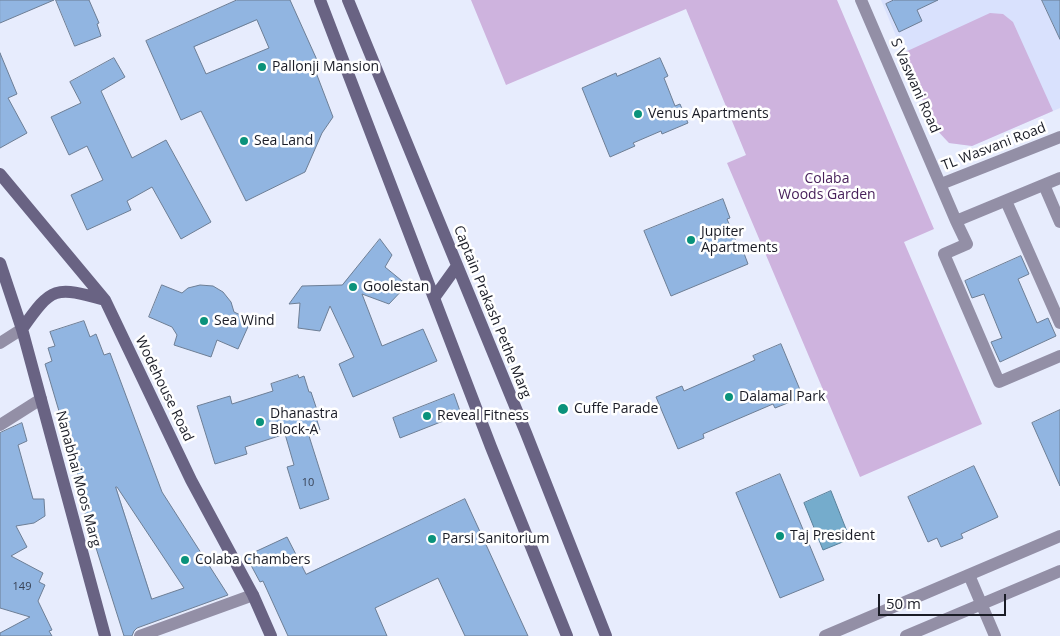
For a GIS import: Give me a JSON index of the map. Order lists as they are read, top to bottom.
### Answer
{
  "streets": {
    "main road": ["Captain Prakash Pethe Marg", "Wodehouse Road", "Nanabhai Moos Marg"],
    "street": ["S Vaswani Road", "TL Wasvani Road"]
  },
  "crossings": [
    ["S Vaswani Road", "TL Wasvani Road"]
  ],
  "parks": ["Colaba Woods Garden"],
  "places": [
    "Pallonji Mansion",
    "Venus Apartments",
    "Sea Land",
    "Jupiter Apartments",
    "Goolestan",
    "Sea Wind",
    "Dalamal Park",
    "Cuffe Parade",
    "Reveal Fitness",
    "Dhanastra Block-A",
    "Taj President",
    "Parsi Sanitorium",
    "Colaba Chambers"
  ],
  "house_numbers": ["10", "149"],
  "scale_bar": "50 m"
}
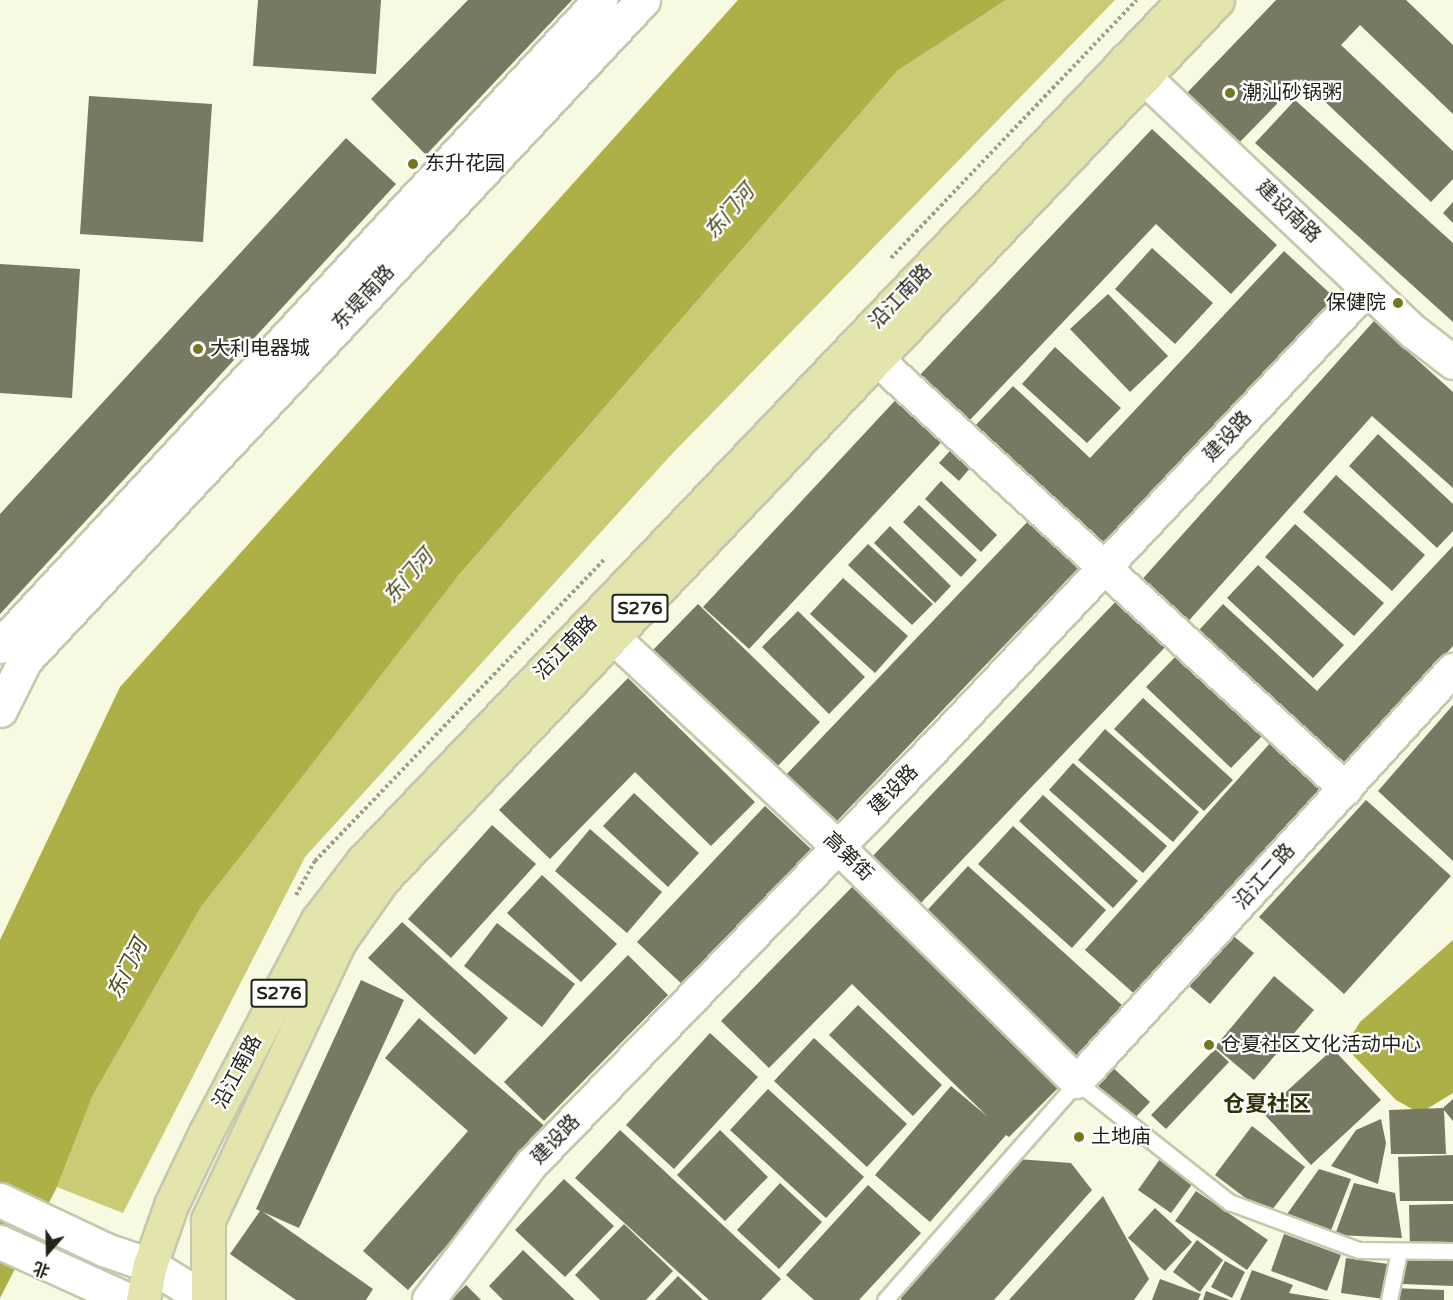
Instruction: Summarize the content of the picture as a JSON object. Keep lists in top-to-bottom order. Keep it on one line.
{"streets":{"main road":["建设南路","沿江南路","东堤南路","S276"],"street":["建设路","高第街","沿江二路"]},"crossings":[["建设南路","沿江南路"],["建设南路","建设路"],["沿江南路","高第街"],["建设路","高第街"],["高第街","沿江二路"]],"districts":["仓夏社区"],"water":["东门河"],"places":["潮汕砂锅粥","东升花园","保健院","大利电器城","仓夏社区文化活动中心","土地庙"],"north":"bottom"}
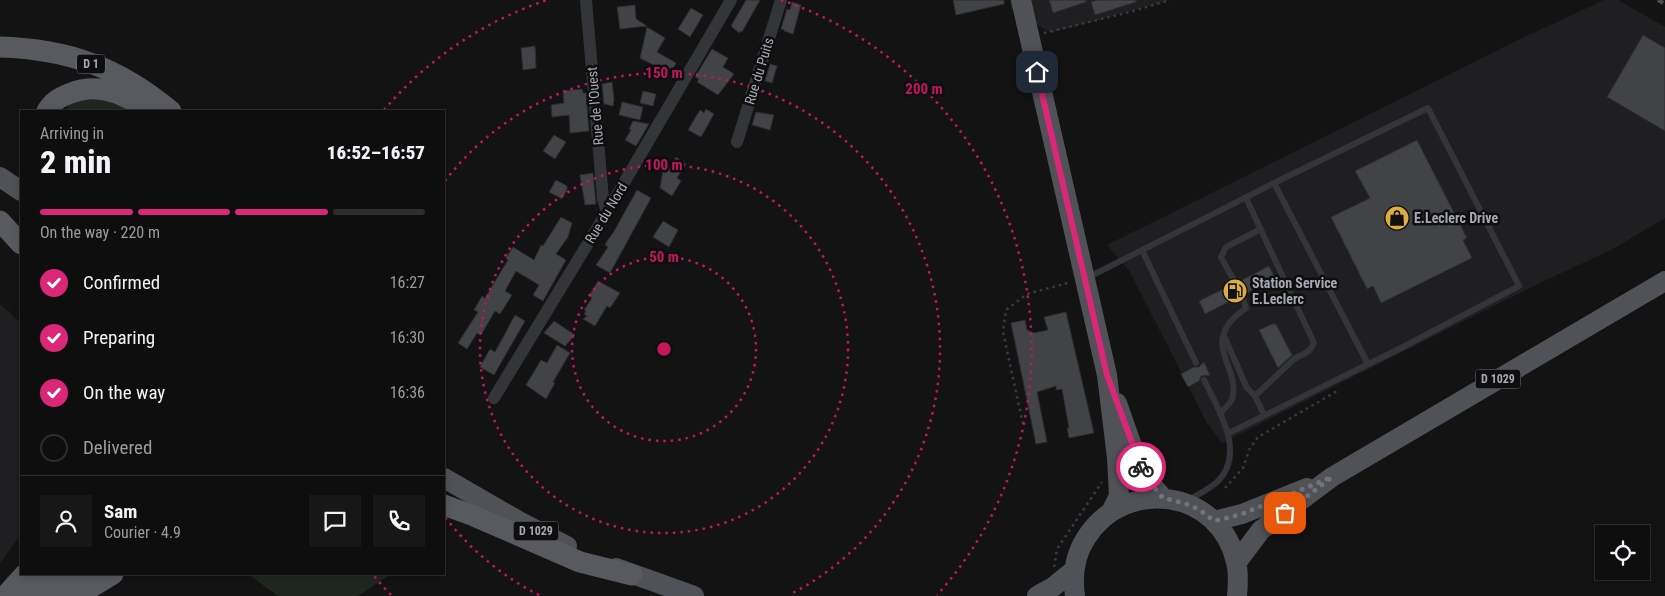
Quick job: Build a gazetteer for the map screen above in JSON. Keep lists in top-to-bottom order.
{
  "streets": {
    "highway": ["D 1"],
    "main road": ["D 1029"],
    "street": ["Rue du Puits", "Rue de l'Ouest", "Rue du Nord"]
  },
  "crossings": [
    ["Rue de l'Ouest", "Rue du Nord"]
  ],
  "places": {
    "shop": ["E.Leclerc Drive"],
    "fuel station": ["Station Service E.Leclerc"]
  },
  "page": {
    "heading": ["2 min", "Arriving in", "16:52–16:57"],
    "panel": ["Sam", "Courier · 4.9"],
    "bar": "On the way · 220 m",
    "list": [
      ["Confirmed", "16:27"],
      ["Preparing", "16:30"],
      ["On the way", "16:36"],
      "Delivered"
    ]
  },
  "rings": [
    "150 m",
    "200 m",
    "100 m",
    "50 m"
  ]
}
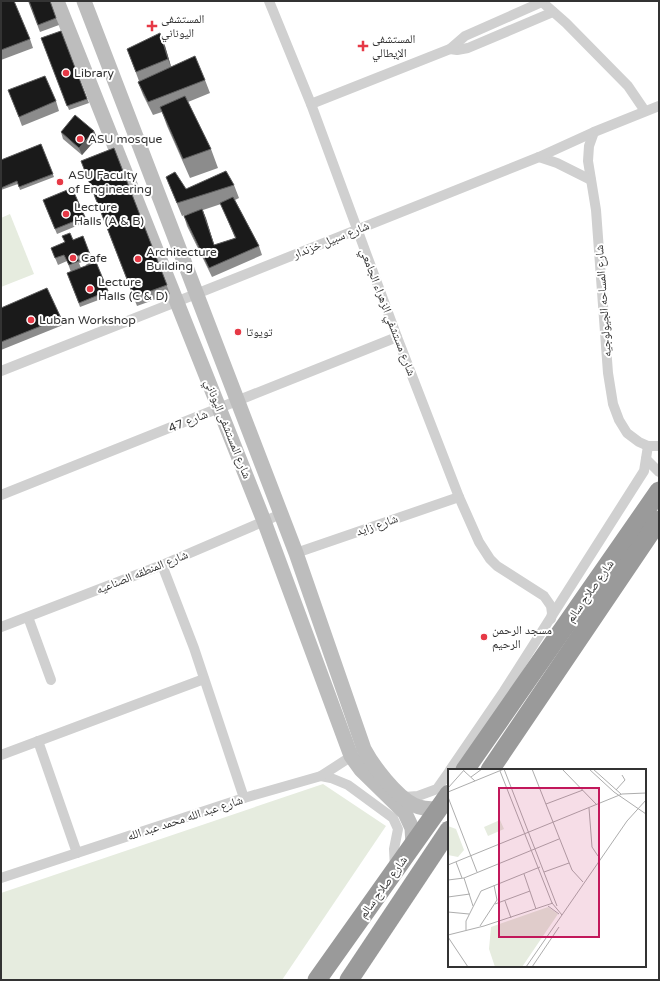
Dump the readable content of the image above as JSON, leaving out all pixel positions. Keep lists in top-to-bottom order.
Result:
{
  "streets": {
    "highway": ["شارع صلاح سالم"],
    "street": [
      "شارع سبيل خزندار",
      "شارع المساحه الجيولوجيه",
      "شارع مستشفي الزهراء الجامعي",
      "شارع 47",
      "شارع المستشفى اليوناني",
      "شارع زايد",
      "شارع المنطقه الصناعيه",
      "شارع عبد الله محمد عبد الله"
    ]
  },
  "crossings": [
    ["شارع سبيل خزندار", "شارع المساحه الجيولوجيه"],
    ["شارع سبيل خزندار", "شارع مستشفي الزهراء الجامعي"],
    ["شارع سبيل خزندار", "شارع المستشفى اليوناني"],
    ["شارع مستشفي الزهراء الجامعي", "شارع 47"],
    ["شارع مستشفي الزهراء الجامعي", "شارع زايد"],
    ["شارع 47", "شارع المستشفى اليوناني"],
    ["شارع المستشفى اليوناني", "شارع زايد"],
    ["شارع المستشفى اليوناني", "شارع المنطقه الصناعيه"],
    ["شارع المستشفى اليوناني", "شارع صلاح سالم"],
    ["شارع المستشفى اليوناني", "شارع عبد الله محمد عبد الله"]
  ],
  "places": {
    "health": ["المستشفى اليوناني", "المستشفى الإيطالي"],
    "other": [
      "Library",
      "ASU mosque",
      "ASU Faculty of Engineering",
      "Lecture Halls (A & B)",
      "Cafe",
      "Architecture Building",
      "Lecture Halls (C & D)",
      "Luban Workshop",
      "تويوتا",
      "مسجد الرحمن الرحيم"
    ]
  }
}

◆ ◆ ◆

#### [Task item]
All of the material is to be reproduced verbatim, pictures excluded.

#### [Answer section]
For a GIS import: Give me a JSON index of the map. Order lists as they are read, top to bottom.
### Answer
{
  "streets": {
    "main road": ["Captain Prakash Pethe Marg", "Wodehouse Road", "Nanabhai Moos Marg"],
    "street": ["S Vaswani Road", "TL Wasvani Road"]
  },
  "crossings": [
    ["S Vaswani Road", "TL Wasvani Road"]
  ],
  "parks": ["Colaba Woods Garden"],
  "places": [
    "Pallonji Mansion",
    "Venus Apartments",
    "Sea Land",
    "Jupiter Apartments",
    "Goolestan",
    "Sea Wind",
    "Dalamal Park",
    "Cuffe Parade",
    "Reveal Fitness",
    "Dhanastra Block-A",
    "Taj President",
    "Parsi Sanitorium",
    "Colaba Chambers"
  ],
  "house_numbers": ["10", "149"],
  "scale_bar": "50 m"
}
Instruction: Summarize the content of the picture as a JSON object. Keep lists in top-to-bottom order. Keep it on one line.
{"streets":{"main road":["建设南路","沿江南路","东堤南路","S276"],"street":["建设路","高第街","沿江二路"]},"crossings":[["建设南路","沿江南路"],["建设南路","建设路"],["沿江南路","高第街"],["建设路","高第街"],["高第街","沿江二路"]],"districts":["仓夏社区"],"water":["东门河"],"places":["潮汕砂锅粥","东升花园","保健院","大利电器城","仓夏社区文化活动中心","土地庙"],"north":"bottom"}
Quick job: Build a gazetteer for the map screen above in JSON. Keep lists in top-to-bottom order.
{
  "streets": {
    "highway": ["D 1"],
    "main road": ["D 1029"],
    "street": ["Rue du Puits", "Rue de l'Ouest", "Rue du Nord"]
  },
  "crossings": [
    ["Rue de l'Ouest", "Rue du Nord"]
  ],
  "places": {
    "shop": ["E.Leclerc Drive"],
    "fuel station": ["Station Service E.Leclerc"]
  },
  "page": {
    "heading": ["2 min", "Arriving in", "16:52–16:57"],
    "panel": ["Sam", "Courier · 4.9"],
    "bar": "On the way · 220 m",
    "list": [
      ["Confirmed", "16:27"],
      ["Preparing", "16:30"],
      ["On the way", "16:36"],
      "Delivered"
    ]
  },
  "rings": [
    "150 m",
    "200 m",
    "100 m",
    "50 m"
  ]
}
Dump the readable content of the image above as JSON, leaving out all pixel positions. Keep lists in top-to-bottom order.
Result:
{
  "streets": {
    "highway": ["شارع صلاح سالم"],
    "street": [
      "شارع سبيل خزندار",
      "شارع المساحه الجيولوجيه",
      "شارع مستشفي الزهراء الجامعي",
      "شارع 47",
      "شارع المستشفى اليوناني",
      "شارع زايد",
      "شارع المنطقه الصناعيه",
      "شارع عبد الله محمد عبد الله"
    ]
  },
  "crossings": [
    ["شارع سبيل خزندار", "شارع المساحه الجيولوجيه"],
    ["شارع سبيل خزندار", "شارع مستشفي الزهراء الجامعي"],
    ["شارع سبيل خزندار", "شارع المستشفى اليوناني"],
    ["شارع مستشفي الزهراء الجامعي", "شارع 47"],
    ["شارع مستشفي الزهراء الجامعي", "شارع زايد"],
    ["شارع 47", "شارع المستشفى اليوناني"],
    ["شارع المستشفى اليوناني", "شارع زايد"],
    ["شارع المستشفى اليوناني", "شارع المنطقه الصناعيه"],
    ["شارع المستشفى اليوناني", "شارع صلاح سالم"],
    ["شارع المستشفى اليوناني", "شارع عبد الله محمد عبد الله"]
  ],
  "places": {
    "health": ["المستشفى اليوناني", "المستشفى الإيطالي"],
    "other": [
      "Library",
      "ASU mosque",
      "ASU Faculty of Engineering",
      "Lecture Halls (A & B)",
      "Cafe",
      "Architecture Building",
      "Lecture Halls (C & D)",
      "Luban Workshop",
      "تويوتا",
      "مسجد الرحمن الرحيم"
    ]
  }
}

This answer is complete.